Su legge di stabilità e province serve un Monti risoluto
Il governo Monti alla prova del nove. L’esecutivo dei tecnici, dopo mesi e mesi all’insegna del rigore, è atteso a comandare il processo di rilancio del paese, adottando misure di rottura con quanto fatto fino ad ora. I primi esami importanti saranno il varo della legge di stabilità e il taglio delle province. Due temi su cui si gioca buona parte della credibilità della compagine ministeriale chiamata a traghettarci fino alle prossime elezioni. Il dibattito parlamentare sulla legge di stabilità consentirà infatti ai futuri elettori di compiere una prima valutazione di ciò che rimane dell’attuale classe politica decimata dagli scandali e che molto probabilmente chiederà di governare anche dopo la parentesi dei professori. Mentre il riordino delle autonomie locali ha aperto la discussione sulla sempre più urgente riforma dell’ordinamento statale.
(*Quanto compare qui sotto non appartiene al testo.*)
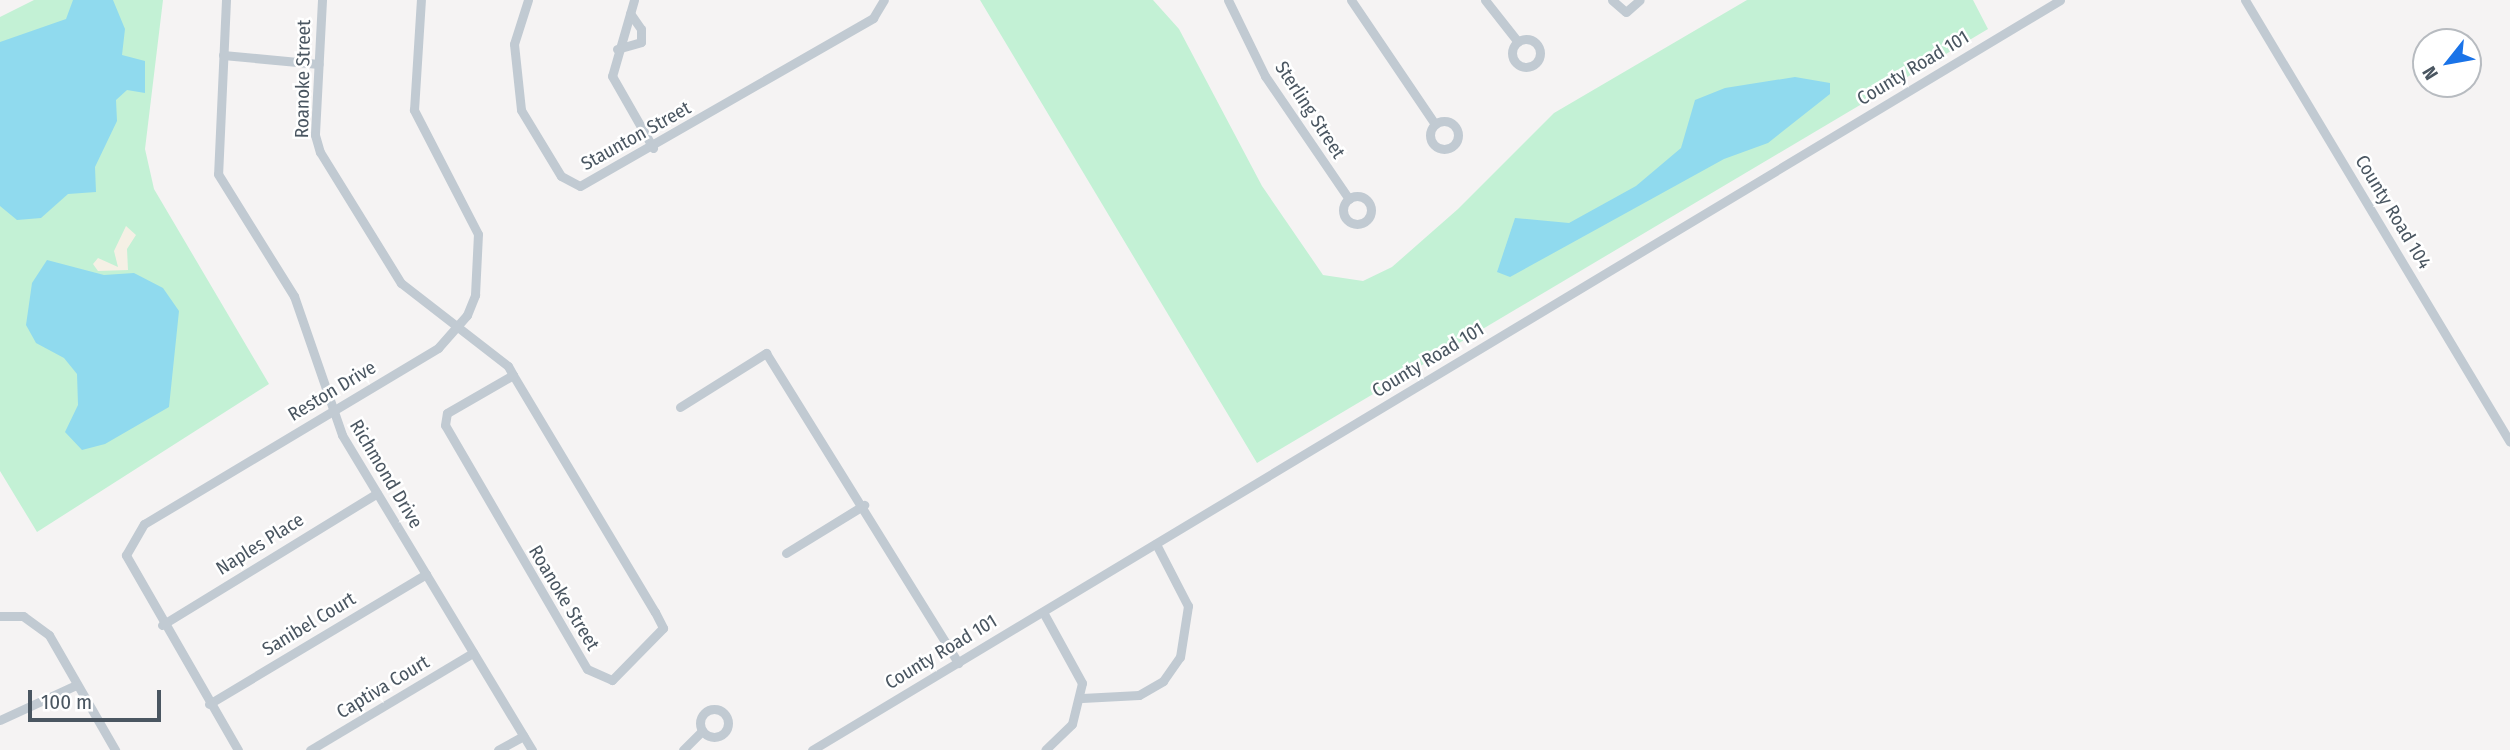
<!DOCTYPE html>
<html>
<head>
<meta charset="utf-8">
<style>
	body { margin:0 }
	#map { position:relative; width:2510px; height:750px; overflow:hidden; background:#f5f3f3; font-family:"Fira Sans Condensed",sans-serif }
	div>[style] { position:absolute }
	.green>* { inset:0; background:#c3f1d5 }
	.sand>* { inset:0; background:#f5f0e5 }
	.water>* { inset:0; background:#90daee }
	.minor>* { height:9px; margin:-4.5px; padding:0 4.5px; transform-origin:4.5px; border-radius:4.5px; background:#c1cad2 }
	.minor>.ring { margin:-4.5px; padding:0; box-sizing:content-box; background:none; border:9px solid #c1cad2; border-radius:50% }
	span { translate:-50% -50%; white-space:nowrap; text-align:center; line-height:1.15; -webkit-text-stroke:5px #fff; paint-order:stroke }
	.street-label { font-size:19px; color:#4a5661 }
	.north { position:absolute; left:2412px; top:28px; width:70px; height:70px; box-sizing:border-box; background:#fff; border:2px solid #b7bbc0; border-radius:50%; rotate:239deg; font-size:19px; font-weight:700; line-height:28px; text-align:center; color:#4a5661 }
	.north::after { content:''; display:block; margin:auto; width:24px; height:32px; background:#1a73e8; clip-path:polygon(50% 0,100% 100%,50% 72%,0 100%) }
	.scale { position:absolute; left:28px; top:690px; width:133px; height:32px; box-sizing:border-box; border:4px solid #4a5661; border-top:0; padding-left:9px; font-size:21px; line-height:24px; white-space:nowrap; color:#4a5661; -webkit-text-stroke:5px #fff; paint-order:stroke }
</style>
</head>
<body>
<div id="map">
	<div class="green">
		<i style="clip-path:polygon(34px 0,163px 0,145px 149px,154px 189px,269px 384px,37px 532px,0 471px,0 17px)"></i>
		<i style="clip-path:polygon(980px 0,1153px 0,1179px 29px,1262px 186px,1323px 275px,1363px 281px,1392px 267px,1458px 209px,1554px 113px,1747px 0,1973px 0,1988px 29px,1257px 463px)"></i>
	</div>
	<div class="sand">
		<i style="clip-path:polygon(126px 226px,136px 235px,127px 249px,128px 270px,98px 271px,93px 264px,98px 258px,118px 267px,114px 251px)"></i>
	</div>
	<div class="water">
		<i style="clip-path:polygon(73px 0,113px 0,125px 29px,122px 55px,145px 61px,145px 93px,127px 90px,116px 100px,117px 121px,95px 167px,96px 192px,68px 194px,41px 218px,17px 220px,0 206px,0 42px,66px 19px)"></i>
		<i style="clip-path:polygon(1795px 77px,1830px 83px,1830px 94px,1768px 143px,1724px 159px,1510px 277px,1497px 272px,1515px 218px,1569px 223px,1636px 186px,1681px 148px,1695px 100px,1725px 88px)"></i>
		<i style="clip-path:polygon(47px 260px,104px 275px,134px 273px,163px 288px,179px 311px,169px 407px,105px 444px,82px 450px,65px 432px,78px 405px,77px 374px,64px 358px,36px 343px,26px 325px,32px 283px)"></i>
	</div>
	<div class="minor">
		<i style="left:226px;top:0;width:174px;rotate:92.6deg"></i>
		<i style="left:218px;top:174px;width:144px;rotate:58.1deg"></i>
		<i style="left:294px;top:296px;width:147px;rotate:70.9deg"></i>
		<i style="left:342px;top:435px;width:368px;rotate:58.9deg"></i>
		<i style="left:322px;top:0;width:135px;rotate:93deg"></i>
		<i style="left:315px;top:135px;width:18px;rotate:74deg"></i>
		<i style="left:320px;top:152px;width:154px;rotate:58.3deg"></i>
		<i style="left:401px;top:283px;width:135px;rotate:37.8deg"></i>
		<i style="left:508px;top:366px;width:10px;rotate:61deg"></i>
		<i style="left:513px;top:375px;width:276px;rotate:59.1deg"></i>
		<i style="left:655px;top:612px;width:18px;rotate:63deg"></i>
		<i style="left:663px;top:628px;width:73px;rotate:134.4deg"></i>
		<i style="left:612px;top:680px;width:27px;rotate:-156deg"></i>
		<i style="left:587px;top:669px;width:282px;rotate:-120.2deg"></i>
		<i style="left:445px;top:425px;width:12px;rotate:-81deg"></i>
		<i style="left:447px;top:413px;width:76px;rotate:-29.9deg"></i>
		<i style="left:528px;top:0;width:46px;rotate:107.7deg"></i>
		<i style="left:514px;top:44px;width:66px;rotate:83.9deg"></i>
		<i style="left:521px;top:110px;width:77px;rotate:58.8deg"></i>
		<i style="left:561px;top:176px;width:21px;rotate:28deg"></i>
		<i style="left:580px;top:186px;width:338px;rotate:-29.8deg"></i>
		<i style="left:873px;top:18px;width:21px;rotate:-59deg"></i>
		<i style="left:634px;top:0;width:79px;rotate:106.1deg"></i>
		<i style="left:612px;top:76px;width:83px;rotate:60.3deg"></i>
		<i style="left:1228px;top:0;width:85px;rotate:64deg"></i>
		<i style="left:1265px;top:76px;width:149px;rotate:55.7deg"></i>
		<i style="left:1351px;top:0;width:150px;rotate:55.9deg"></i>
		<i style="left:1485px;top:0;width:53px;rotate:51.8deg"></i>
		<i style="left:1612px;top:0;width:18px;rotate:41deg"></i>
		<i style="left:1626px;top:12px;width:18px;rotate:-41deg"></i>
		<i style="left:2245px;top:0;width:515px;rotate:59.06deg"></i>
		<i class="ring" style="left:1512px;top:39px;width:19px;height:19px"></i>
		<i style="left:617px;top:49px;width:25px;rotate:-16deg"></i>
		<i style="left:641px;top:42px;width:13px;rotate:-90deg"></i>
		<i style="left:641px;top:29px;width:19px;rotate:-125deg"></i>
		<i style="left:223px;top:55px;width:96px;rotate:5.4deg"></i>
		<i class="ring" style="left:1430px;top:121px;width:19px;height:19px"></i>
		<i class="ring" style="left:1343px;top:196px;width:19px;height:19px"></i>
		<i style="left:680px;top:407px;width:102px;rotate:-32.1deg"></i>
		<i style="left:766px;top:353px;width:365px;rotate:58.2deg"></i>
		<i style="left:786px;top:553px;width:92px;rotate:-31.6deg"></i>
		<i style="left:1043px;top:612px;width:81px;rotate:61.2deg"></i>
		<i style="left:1082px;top:683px;width:42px;rotate:103.7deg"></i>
		<i style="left:1072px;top:724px;width:37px;rotate:136deg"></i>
		<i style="left:0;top:616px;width:23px"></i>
		<i style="left:23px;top:616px;width:32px;rotate:36deg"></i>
		<i style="left:49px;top:635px;width:133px;rotate:60.1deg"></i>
		<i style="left:162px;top:625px;width:252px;rotate:-31.5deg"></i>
		<i style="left:1082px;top:698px;width:57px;rotate:-3deg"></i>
		<i style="left:1139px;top:695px;width:28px;rotate:-30deg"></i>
		<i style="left:1163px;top:681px;width:29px;rotate:-55deg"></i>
		<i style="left:1180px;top:657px;width:52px;rotate:-81.1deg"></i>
		<i style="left:1188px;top:606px;width:70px;rotate:-117.3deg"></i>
		<i style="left:209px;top:704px;width:253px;rotate:-30.9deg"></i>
		<i class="ring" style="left:700px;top:709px;width:19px;height:19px"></i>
		<i style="left:0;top:720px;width:84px;rotate:-24.7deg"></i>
		<i style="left:238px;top:750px;width:225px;rotate:-119.9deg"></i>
		<i style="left:126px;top:555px;width:36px;rotate:-60deg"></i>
		<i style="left:144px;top:524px;width:343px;rotate:-30.9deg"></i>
		<i style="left:438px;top:348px;width:44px;rotate:-48.7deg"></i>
		<i style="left:467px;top:315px;width:22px;rotate:-68deg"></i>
		<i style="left:475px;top:295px;width:61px;rotate:-87.2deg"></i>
		<i style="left:478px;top:234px;width:140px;rotate:-117.3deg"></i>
		<i style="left:414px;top:110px;width:110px;rotate:-86.4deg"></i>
		<i style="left:310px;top:750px;width:190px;rotate:-30.8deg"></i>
		<i style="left:498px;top:750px;width:29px;rotate:-29deg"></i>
		<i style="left:683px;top:750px;width:27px;rotate:-45deg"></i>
		<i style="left:812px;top:750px;width:1456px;rotate:-31deg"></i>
	</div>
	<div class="street-label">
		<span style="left:1913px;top:68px;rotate:-31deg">County Road 101</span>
		<span style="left:303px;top:79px;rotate:-89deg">Roanoke Street</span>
		<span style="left:1310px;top:110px;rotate:57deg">Sterling Street</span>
		<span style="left:636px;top:136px;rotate:-29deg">Staunton Street</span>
		<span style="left:2393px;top:212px;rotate:59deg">County Road 104</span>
		<span style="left:1428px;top:360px;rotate:-31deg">County Road 101</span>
		<span style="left:332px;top:391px;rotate:-31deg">Reston Drive</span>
		<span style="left:386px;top:474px;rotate:59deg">Richmond Drive</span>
		<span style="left:260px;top:544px;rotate:-32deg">Naples Place</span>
		<span style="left:564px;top:598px;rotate:59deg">Roanoke Street</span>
		<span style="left:309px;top:624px;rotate:-31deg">Sanibel Court</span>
		<span style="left:941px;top:652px;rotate:-31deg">County Road 101</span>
		<span style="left:383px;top:687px;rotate:-31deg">Captiva Court</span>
	</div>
	<div class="north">N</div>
	<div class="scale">100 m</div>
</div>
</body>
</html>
Tempi.it ha chiesto a Marco Ferrante, giornalista economico, un primo giudizio su questo particolare frangente di storia italiana. Ecco cosa ci ha raccontato.
La nuova legge di stabilità, dopo il via libera del consiglio dei ministri, è approdata in parlamento per il rush finale. Già piovono previsioni e critiche sull’impatto che avrà per le tasche degli italiani. Il Codacons, per esempio, ha parlato di una botta da 300 euro e più per famiglia. Lei ci crede? E che idea si è fatto della legge?
Le stime dicono cose diverse, ognuno ha la sua. È impossibile sapere oggi come andrà a finire. L’auspicio è che le misure del governo possano portare a una situazione di maggiore democrazia fiscale, attraverso lo spostamento della tassazione dalle imposte dirette a quelle indirette. E in un paese pieno di evasori l’aumento delle imposte sui consumi dovrebbe riuscire a colpire tutti; anche chi normalmente sfugge alla tassazione sulle persone fisiche. Non dimentichiamo che da anni si ragiona sull’ipotesi di spostare una parte del carico fiscale sui consumi.
Gli italiani non saranno penalizzati dai tagli alle deduzioni e detrazioni?
Chi oggi rientra in una no tax area potrebbe subire un po’ quell’un per cento di Iva in più. Ma, al di fuori della no tax area, chi rientra nei primi due scaglioni di reddito godrà, almeno così sembra, di una riduzione del carico fiscale superiore all’effetto della maggiore tassazione sui consumi.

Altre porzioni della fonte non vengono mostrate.